As education goes up, fertility goes down. This rule works within countries: High-education individuals have fewer kids than low-education individuals. This rule works across countries: High-education nations have fewer kids than low-education nations.

Controlling for possible confounding variables does little to undermine the statistical strength of this negative relationship. In U.S. data, controlling for income makes the negative relationship between education and fertility stronger. Quasi-experimental estimates usually reinforce the common sense conclusion: Getting more education causes your fertility to fall.

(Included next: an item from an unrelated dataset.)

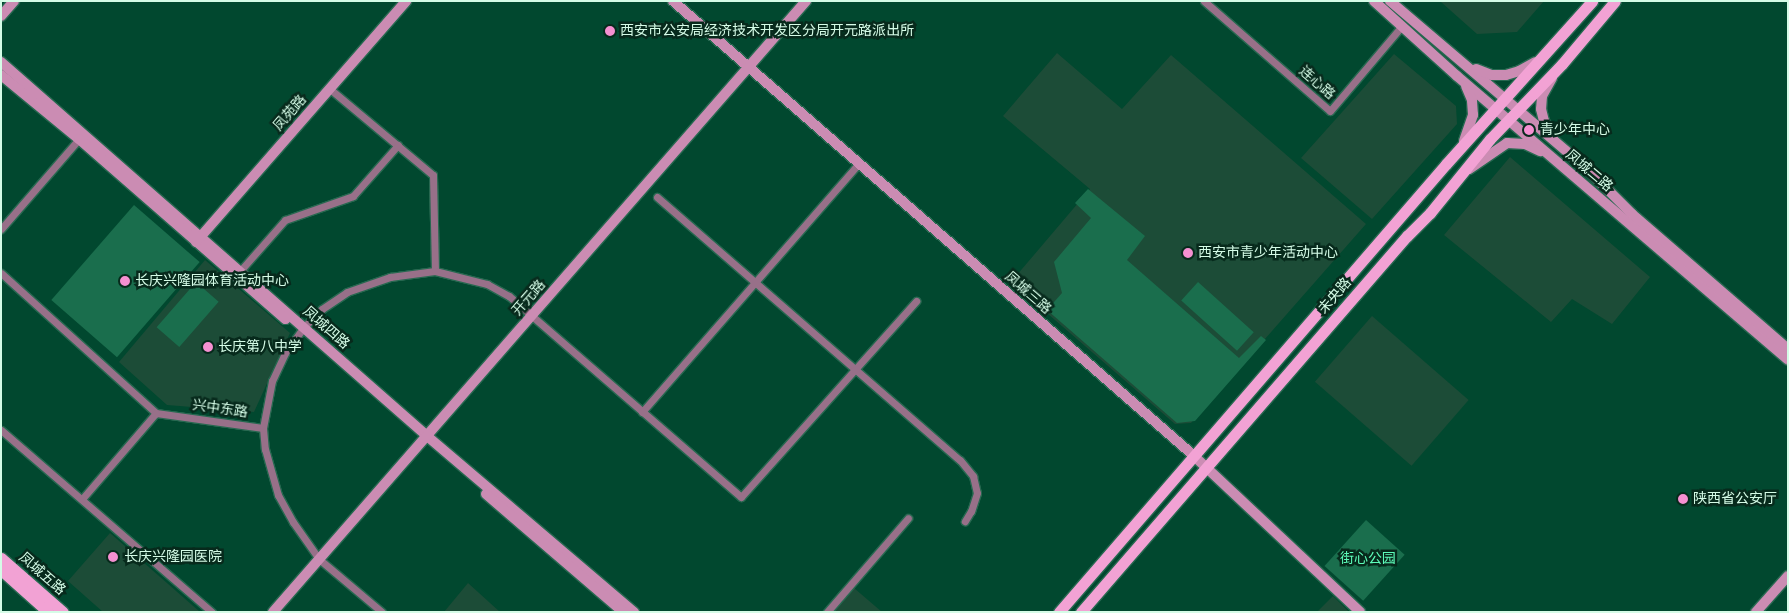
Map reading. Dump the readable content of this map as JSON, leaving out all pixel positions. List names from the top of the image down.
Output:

What, though, is the mechanism? Economists routinely state with great confidence that education reduces fertility because it raises the opportunity cost of having kids. The more education you have, the higher your income; the higher your income, the more income to lose when you work less to care for another child. But even in terms of pure economic theory, this is a weak argument. Sure, education raises the cost of having kids; but education also gives you the income to more easily afford that cost. Yes, there’s an income effect as well as a substitution effect! Any economist convinced that education has to reduce fertility should also believe that education has to reduce the number of massages you get. After all, massages take time away from work, too.

Sociologists have a considerably better story: Education changes students’ values. Never mind rare heavy-handed propaganda about overpopulation. Education dethrones fertility via emphasis. Telling kids that academic and career success should be their top priority implicitly says, “And having kids should be a lower priority.” Not teaching religion and traditional values implicitly says, “Religion and traditional values aren’t very important.” And so on.